After 18 months at the helm of Foxboro schools, Superintendent Amy Berdos has aced her second exam, boosting her cumulative GPA in the process.
Berdos, who replaced retiring superintendent Debra Spinelli in January 2018, was given a glowing performance review, receiving an “exemplary” rating by school committee members in a composite ranking.
“We set the bar very high and you cleared it by a mile,” school board Chairwoman Tina Belanger said.
The favorable evaluation — so positive that it lacked even constructive criticism — earned Berdos a $5,458 (3 percent) merit raise, bringing her salary to $187,396 and her total compensation (including auto and phone allowances) to $191,396.
Thanking board members for their confidence, Berdos said she was privileged to work in a community that values learning and supports its public schools.
“To be in a community that does not charge [user] fees shows the type of commitment we have,” Berdos said. “I appreciate this, but it is the work of many.”
Presented by Belanger at a special summer session held July 15, the annual review utilized a composite framework instituted by the state Dept. of Education, with each school board member rating Berdos — first, against four established goals — and second, against four state-determined standards: instructional leadership, management & operations, community engagement and professional culture.

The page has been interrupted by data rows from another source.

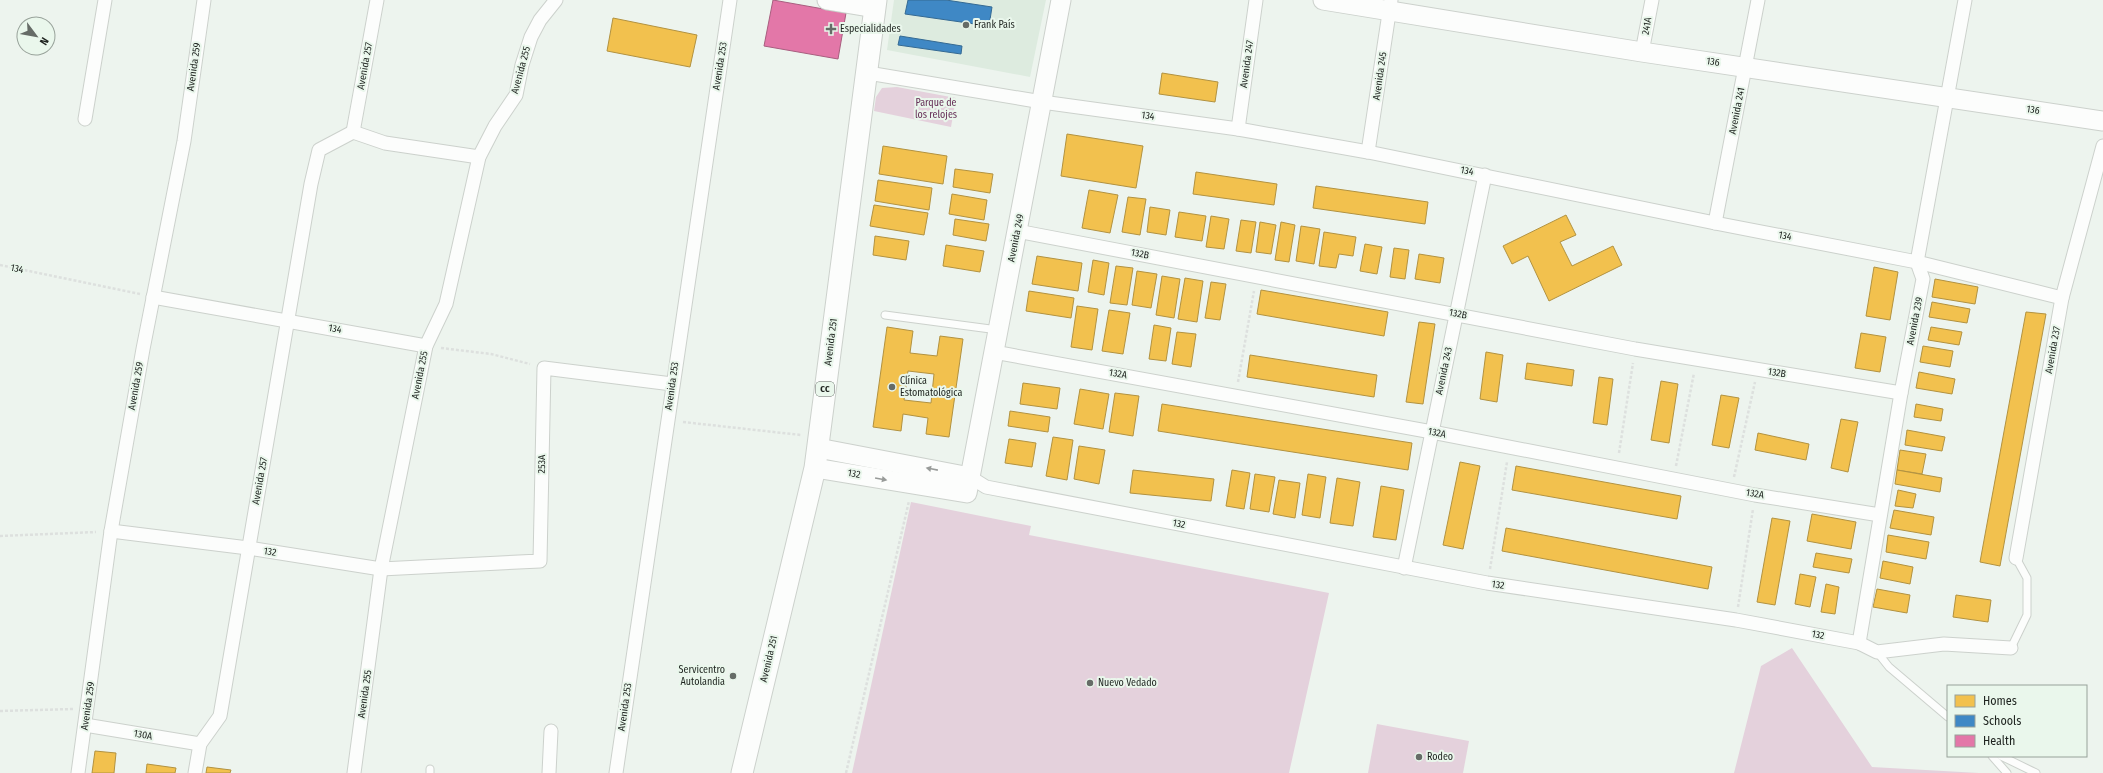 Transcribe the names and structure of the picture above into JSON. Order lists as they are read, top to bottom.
{
  "streets": {
    "main road": ["Avenida 251", "CC"],
    "street": [
      "241A",
      "136",
      "Avenida 247",
      "Avenida 257",
      "Avenida 253",
      "Avenida 259",
      "Avenida 255",
      "Avenida 245",
      "Avenida 241",
      "134",
      "Avenida 249",
      "132B",
      "Avenida 239",
      "Avenida 237",
      "Avenida 243",
      "132A",
      "253A",
      "132",
      "130A"
    ]
  },
  "crossings": [
    ["241A", "136"],
    ["136", "Avenida 245"],
    ["136", "Avenida 241"],
    ["136", "Avenida 239"],
    ["Avenida 247", "134"],
    ["Avenida 257", "134"],
    ["Avenida 257", "132"],
    ["Avenida 257", "130A"],
    ["Avenida 259", "134"],
    ["Avenida 259", "132"],
    ["Avenida 259", "130A"],
    ["Avenida 255", "134"],
    ["Avenida 255", "132"],
    ["Avenida 245", "134"],
    ["Avenida 241", "134"],
    ["134", "Avenida 249"],
    ["134", "Avenida 239"],
    ["134", "Avenida 251"],
    ["134", "Avenida 237"],
    ["134", "Avenida 243"],
    ["Avenida 249", "132B"],
    ["Avenida 249", "132A"],
    ["Avenida 249", "132"],
    ["132B", "Avenida 239"],
    ["132B", "Avenida 243"],
    ["Avenida 239", "132A"],
    ["Avenida 239", "132"],
    ["Avenida 251", "132"],
    ["Avenida 243", "132A"],
    ["Avenida 243", "132"],
    ["253A", "132"]
  ],
  "parks": ["Parque de los relojes"],
  "places": {
    "other": [
      "Frank País",
      "Clínica Estomatológica",
      "Servicentro Autolandia",
      "Nuevo Vedado",
      "Rodeo"
    ],
    "health": ["Especialidades"]
  },
  "legend": ["Homes", "Schools", "Health"],
  "north": "bottom right"
} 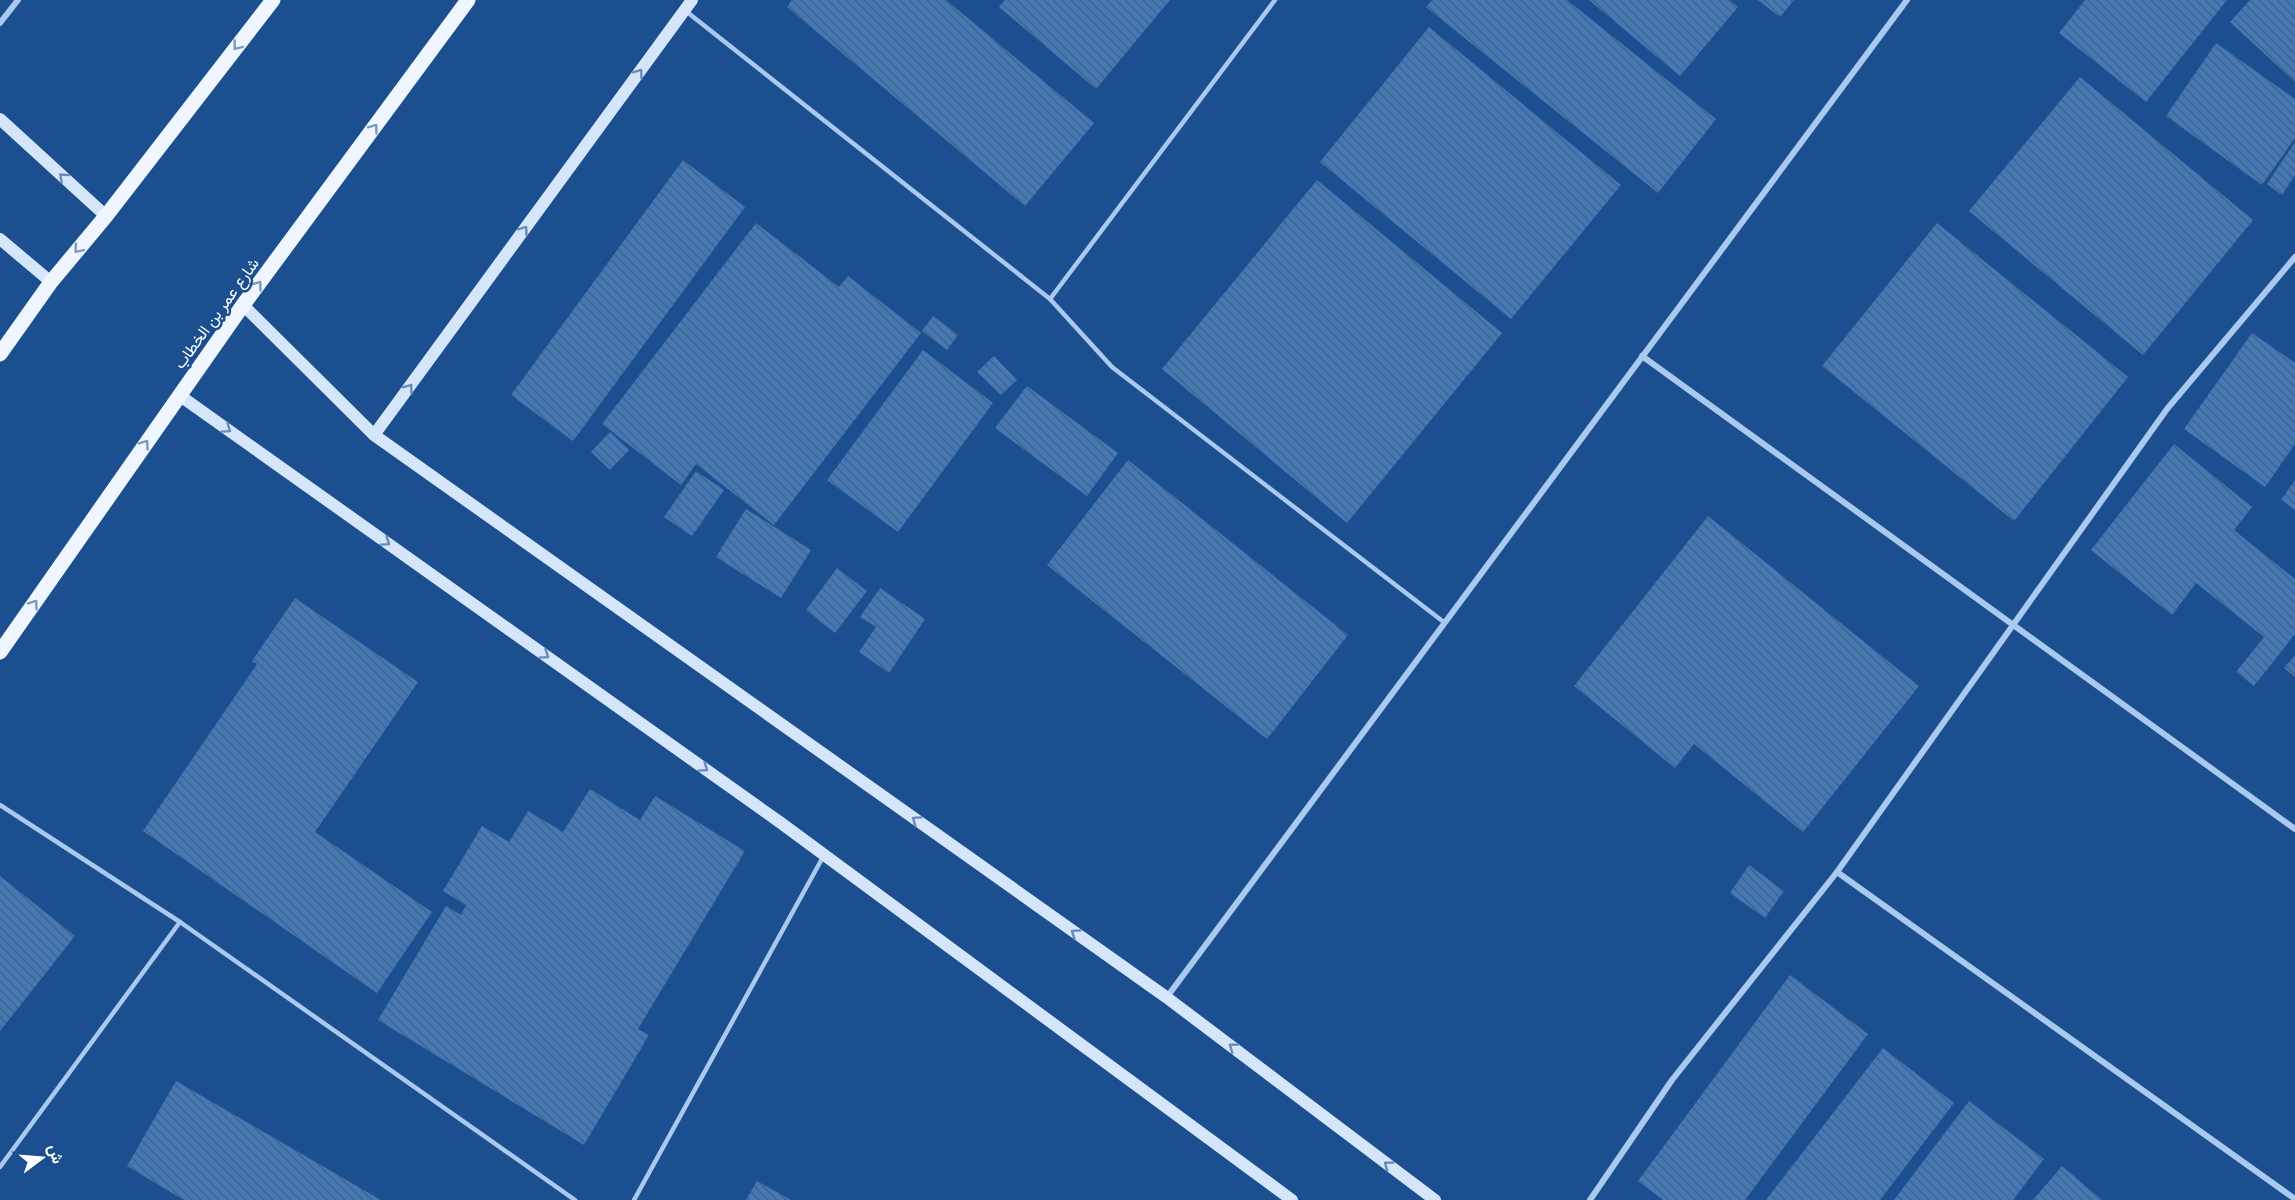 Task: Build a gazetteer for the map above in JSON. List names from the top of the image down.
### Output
{
  "streets": {
    "main road": ["شارع عمر بن الخطاب"]
  },
  "one_way": ["شارع عمر بن الخطاب"],
  "north": "right"
}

Established goals included:
Professional practice —
- creating a comprehensive overview of the school district to identify areas for improvement, and develop strategy to address them;
- Student learning
- implementing a student advisory council at Foxboro High School to gain student perspectives about school-related issues;
- District improvement
- Reviewing results of an assessment test taken by 15-year-olds to identify district strengths, curriculum implications and steps for improvement;
- Reaching a new collective bargaining agreement with teachers and educational assistants.
Participating in the annual evaluation along with Belanger, Beverley Lord and Richard Pearson were former school board members Christopher Connolly and Marilyn Weiss, whose terms expired in May.
Notably, Connolly assessed Berdos’ performance at the highest available level in each of the eight different categories.
Using a cumulative ranking, Belanger, Connolly, Beverley Lord and Weiss rated Berdos’ overall performance as “exemplary,” while Pearson rated her as “proficient.”
This reflected an improvement over her 2018 performance, which was rated “proficient” in the cumulative ranking after just six months on the job.
In addition to the rankings based on different criteria, a summary narrative of Berdos’ evaluation selected quotes from the individual evaluations, but did not attribute them to specific board members.
“There were no negative comments,” said Belanger, who noted that she would have included them just for the sake of providing balance to the numerous superlatives. “There weren’t even any examples of constructive criticism.”
“Dr. Berdos has quickly become one of the top superintendents in the state,” read one of the quotes. “Additionally, she is a tireless advocate for the students, even when that means making difficult decisions.”
“Amy continually improves and supports a positive culture and climate in FPS, essential for the success of this organization, while teaching and learning remains the focus,” said another.
“Her drive and dedication to learn and always improve herself overflows into her continually creating and improving opportunities of growth, challenge and nurturing for both faculty/staff and students.”